I think one of the biggest things missing from this point of view is mixture of experts.

GPT-$VER does very well across a wide range of tasks because of the mixture of experts approach.

A "small" (relatively) startup implementing/deploying AI in the space targeting a specific use case (as one example) is often just finetuning a model on their dataset (in itself a moat). Given the amount of data and scale of compute for this task (relative to MAGMA) it can be done on VRAM limited cards or as we've seen from open source finetunes something like a cloud A100x8 for a few hours at a time.

Many a startup has been successful targeting niches the juggernauts just don't care about (or understand) - what's insignificant and just not worth it to them is massive for anyone else.

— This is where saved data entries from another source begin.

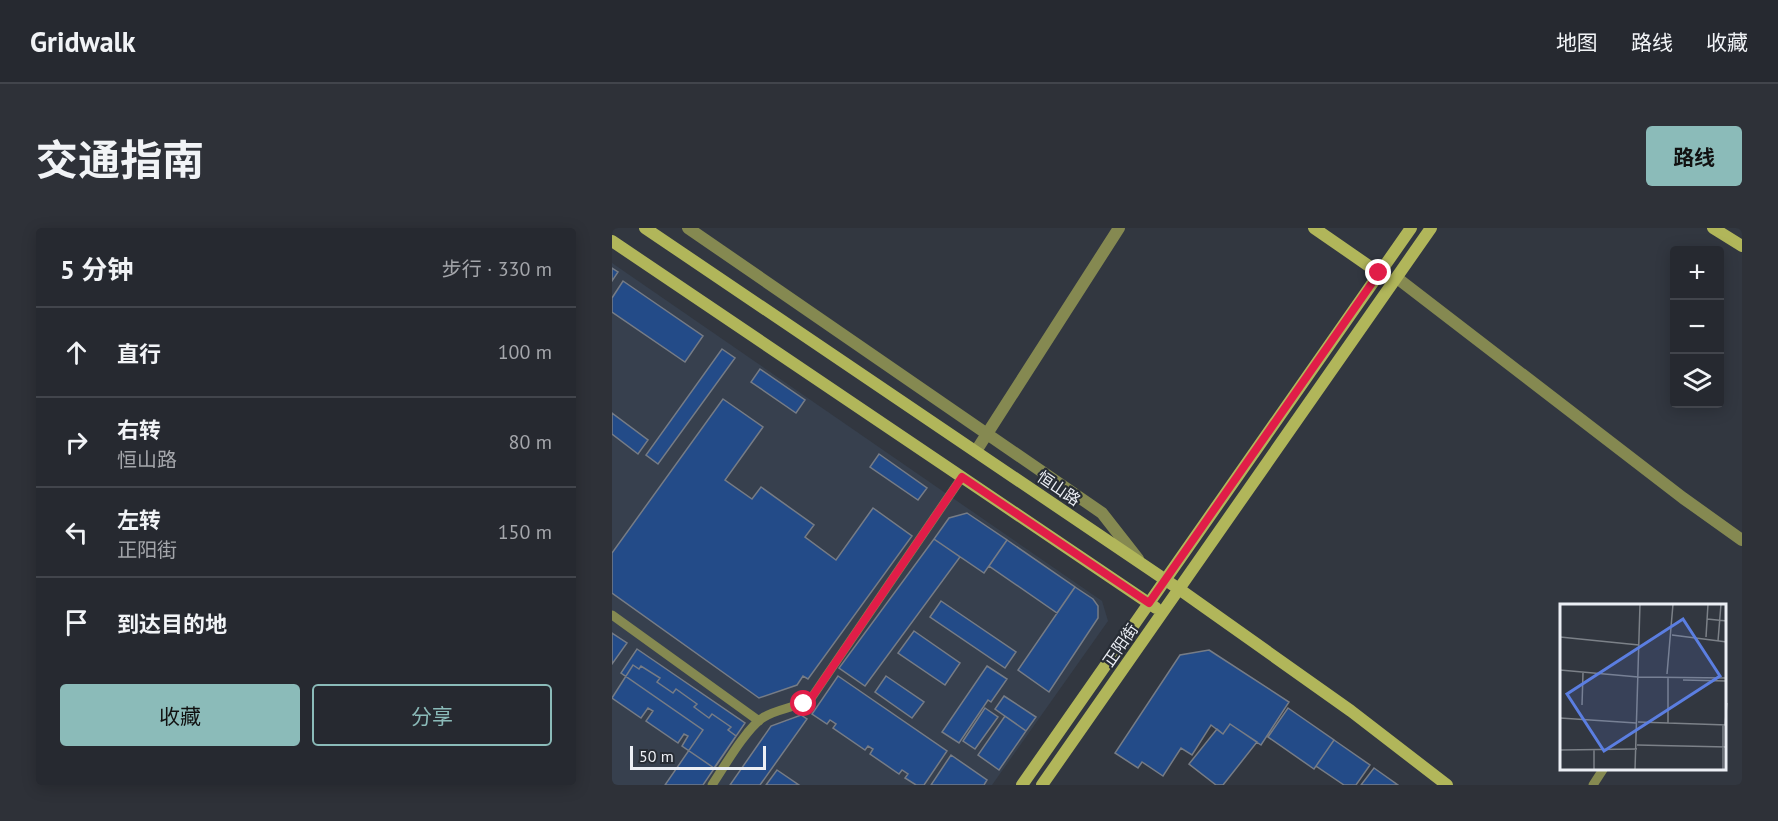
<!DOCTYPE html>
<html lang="zh">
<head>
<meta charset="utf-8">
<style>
	body { margin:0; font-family:"PT Sans","Noto Sans SC",sans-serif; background:#2e3138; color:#f1f3f6 }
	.controls { position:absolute; right:18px; top:18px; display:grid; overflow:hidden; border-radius:6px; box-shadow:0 3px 15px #0003 }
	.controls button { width:54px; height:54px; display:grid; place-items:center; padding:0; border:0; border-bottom:2px solid #42454c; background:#262930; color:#f1f3f6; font:30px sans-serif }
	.scale { position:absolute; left:18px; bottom:15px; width:136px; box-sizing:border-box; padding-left:6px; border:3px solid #eceff5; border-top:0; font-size:16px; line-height:21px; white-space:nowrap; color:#eceff5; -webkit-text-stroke:4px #282d35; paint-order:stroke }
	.stop { position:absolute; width:18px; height:18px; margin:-14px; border:4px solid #e11d48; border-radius:50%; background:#fff }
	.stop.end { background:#e11d48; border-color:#fff; box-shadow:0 2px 6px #0008 }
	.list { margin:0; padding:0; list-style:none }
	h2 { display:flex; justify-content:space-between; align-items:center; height:78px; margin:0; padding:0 24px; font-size:26px }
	h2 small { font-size:20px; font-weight:400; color:#a4a6ab }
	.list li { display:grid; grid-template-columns:39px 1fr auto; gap:18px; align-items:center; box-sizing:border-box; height:90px; padding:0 24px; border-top:2px solid #42454c }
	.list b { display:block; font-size:22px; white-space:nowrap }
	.list p { margin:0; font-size:20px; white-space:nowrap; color:#a4a6ab }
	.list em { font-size:20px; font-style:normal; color:#a4a6ab }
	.actions { display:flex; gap:12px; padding:18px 24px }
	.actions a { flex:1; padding:14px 0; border:2px solid #8bbbb9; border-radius:6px; text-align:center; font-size:21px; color:#8bbbb9 }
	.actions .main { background:#8bbbb9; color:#111 }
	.icon { flex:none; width:33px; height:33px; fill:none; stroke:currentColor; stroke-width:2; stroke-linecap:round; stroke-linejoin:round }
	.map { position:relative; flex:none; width:1130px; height:557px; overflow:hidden; border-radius:6px }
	header { display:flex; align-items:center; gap:36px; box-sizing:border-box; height:84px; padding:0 30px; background:#262930; border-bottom:2px solid #42454c }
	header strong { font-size:28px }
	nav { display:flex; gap:33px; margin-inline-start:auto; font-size:21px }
	.intro { display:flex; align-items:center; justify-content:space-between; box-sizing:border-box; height:144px; padding:0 36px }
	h1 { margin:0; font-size:42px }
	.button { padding:15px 27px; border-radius:6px; background:#8bbbb9; color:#111; font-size:21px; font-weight:700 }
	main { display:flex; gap:36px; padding:0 36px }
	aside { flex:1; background:#262930; border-radius:6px; box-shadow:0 3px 15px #0003 }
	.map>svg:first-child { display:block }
	.built { fill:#37404e }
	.building { fill:#234b88; stroke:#767c86; stroke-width:1.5 }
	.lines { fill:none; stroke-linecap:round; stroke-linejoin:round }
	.lane { stroke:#858951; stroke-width:9 }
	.street { stroke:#858951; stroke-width:12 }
	.secondary { stroke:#b1b65a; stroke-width:12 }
	.route { stroke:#e11d48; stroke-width:8 }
	.labels { text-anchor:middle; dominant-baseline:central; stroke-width:4.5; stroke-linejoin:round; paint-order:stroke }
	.street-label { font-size:16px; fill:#eceff5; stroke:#282d35 }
	.inset-road { fill:none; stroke:#7c8188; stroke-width:1.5 }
	.view { fill:#5b7ee1; fill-opacity:0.15; stroke:#5b7ee1; stroke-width:3 }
	.inset-edge { fill:none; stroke:#eceff5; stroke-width:3 }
</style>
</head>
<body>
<header>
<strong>Gridwalk</strong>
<nav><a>地图</a><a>路线</a><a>收藏</a></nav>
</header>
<div class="intro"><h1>交通指南</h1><a class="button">路线</a></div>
<main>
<aside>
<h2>5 分钟<small>步行 · 330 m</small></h2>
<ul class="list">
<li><svg class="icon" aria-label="ahead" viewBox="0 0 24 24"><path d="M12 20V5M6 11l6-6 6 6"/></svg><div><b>直行</b></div><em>100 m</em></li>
<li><svg class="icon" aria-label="right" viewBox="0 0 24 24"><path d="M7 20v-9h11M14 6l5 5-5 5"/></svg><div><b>右转</b><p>恒山路</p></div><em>80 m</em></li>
<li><svg class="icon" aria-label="left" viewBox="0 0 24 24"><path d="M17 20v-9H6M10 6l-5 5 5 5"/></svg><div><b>左转</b><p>正阳街</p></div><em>150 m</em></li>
<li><svg class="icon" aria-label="arrive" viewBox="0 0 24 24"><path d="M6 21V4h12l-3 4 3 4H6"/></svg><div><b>到达目的地</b></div></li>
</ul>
<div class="actions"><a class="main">收藏</a><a>分享</a></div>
</aside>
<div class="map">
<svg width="1130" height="557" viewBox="0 0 1130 557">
	<rect width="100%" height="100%" fill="#323740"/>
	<path class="built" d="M0 35 490 373 496 393 380 557H0Z"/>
	<path class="building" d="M0 40 6 44 0 53Z
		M11 53 91 108 73 134 0 84V70Z
		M110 121 123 130 46 236 34 227Z
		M148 141 193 172 184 185 139 154Z
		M111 171 151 199 113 252 140 271 149 259 202 297 193 309 224 332 261 280 300 308 196 451 191 448 185 457 147 470 0 365V325Z
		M0 185 36 212 26 226 0 206Z
		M267 226 315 260 306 272 258 239Z
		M355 285 395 312 372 345 322 311 337 290Z
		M322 311 348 329 253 458 227 440Z
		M395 312 463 359 445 385 377 338Z
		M463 359 481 371 486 378V390L437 464 406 442Z
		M329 373 404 424 393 440 318 389Z
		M302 403 348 435 333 457 286 425Z
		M0 405 15 415 0 436Z
		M25 421 133 495 91 557H53L91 502 9 445Z
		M597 422 677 474 649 517 618 496 611 506 599 497 580 527 569 520 551 548 530 534 526 540 503 525 568 427Z
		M21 437 27 441 29 438 48 450 45 454 61 465 64 461 85 476 82 479 97 490 100 486 119 499 116 502 124 508 102 540 70 518 76 508 72 506 66 515 34 493 41 483 36 480 29 490 0 470Z
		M375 438 395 451 379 474 376 472 347 515 330 504Z
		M226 448 335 523 312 557H304L293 550 296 546 290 542 287 546 258 526 261 521 256 518 253 522 221 500 224 496 218 492 215 496 200 486Z
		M274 448 312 474 300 490 263 464Z
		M392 468 424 489 414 503 383 481Z
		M373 480 386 489 363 521 351 513Z
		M676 480 722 512 702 541 656 509Z
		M189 487 195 491 148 557H118L159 498Z
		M393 488 414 503 387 542 366 527Z
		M618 496 645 514 611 557H604L577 536 605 501 611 506Z
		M722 512 758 537 744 557H732L704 538Z
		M339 527 375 552 372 557H319Z
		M762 540 786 557H749Z
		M165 542 187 557H154Z"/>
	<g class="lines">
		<path class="lane" d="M0 387 147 493
			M100 557C112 539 135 499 152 489 167 480 186 480 200 469L350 249
			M981 557 992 540"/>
		<path class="street" d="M76 0 490 285 526 331
			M785 50 1071 270 1130 312
			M364 223 507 0"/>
		<path class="secondary" d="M33 0 567 361 739 483 835 557
			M702 0 767 45
			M1101 0 1130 18
			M0 13 544 380
			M410 557 799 0
			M430 557 819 0"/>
	</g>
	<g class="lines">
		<path class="route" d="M192 476 200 469 350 249 537 375 767 45"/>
	</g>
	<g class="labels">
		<g class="street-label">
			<text transform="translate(447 260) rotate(34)">恒山路</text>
			<text transform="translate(508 417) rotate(-55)">正阳街</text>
		</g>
	</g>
	<g transform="translate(948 376)">
		<rect width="166" height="166" fill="#323740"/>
		<path class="inset-road" d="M147 15 167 17M112 31 167 38M0 33 79 41M146 33 148 0M158 37 161 0M0 66 78 73M107 70 113 0M78 73 167 74M108 73V119M123 76 167 77M22 101 23 69M0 114 76 119M78 118 167 121M165 121 167 99M77 141 167 143M34 145V166M0 146 77 145M75 166 80 0M163 166V121"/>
		<path class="view" d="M123 15 160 72 44 147 7 90Z"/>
		<rect width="166" height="166" class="inset-edge"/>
	</g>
</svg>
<div class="controls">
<button>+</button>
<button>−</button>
<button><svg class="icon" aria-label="layers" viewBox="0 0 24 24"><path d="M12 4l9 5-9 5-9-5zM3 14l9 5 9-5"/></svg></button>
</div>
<div class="scale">50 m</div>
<div class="stop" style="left:192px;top:476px"></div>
<div class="stop end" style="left:767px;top:45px"></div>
</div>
</main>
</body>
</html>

Sure these probably won't end up as unicorns (there's a reason they're called that) but many of us are perfectly happy with valuations in the seven-nine figure range or running a real business that is actually profitable - which is most successful startups.

Or, for internal org use you can do something like "finetune Codellama on our entire codebase", or "finetune Llama on all of our data" which few would be willing to do with an OpenAI/Google finetune as it requires sending your entire codebase to them. An agreement or promise they won't use it isn't comforting enough to many of these orgs, especially in niches with significant regulatory issues.


> the sleeping giant, Google has woken up, and they are iterating on a pace that will smash GPT-4 total pre-training FLOPS by 5x before the end of the year.

OpenAI are not standing still though. Is there an established (or estimated) Moore's Law for LLMs?


LLM growth (or frontier ML model growth in general) is driven in part by the original Moore's Law, but right now the main driving factor is the growth of investment. I.e., how much companies are prepared to spend on training run. This has been growing at more than 10x per year.


Promises are cheap - even if made by researchers and engineers deeply believing that they can beat OpenAI. Let alone any assurances given by PR or marketing departments. And don't fool ourselves - everything announced publicly is prepared or at least approved by such.

Computational power alone is not the only resource. It is also the training process itself (see this talk by Andrej Karpathy, https://www.youtube.com/watch?v=bZQun8Y4L2A, at 1 min) and, obviously, data and its quality.

I will be convinced only after Google demonstrates that Gemini is better than GPT4 (in some, or all, tasks).


Can someone share the full article?


I was hoping to discover what made Gemini so good, but it's an article about GPU disparity. Interesting nonetheless but a bit click-baity.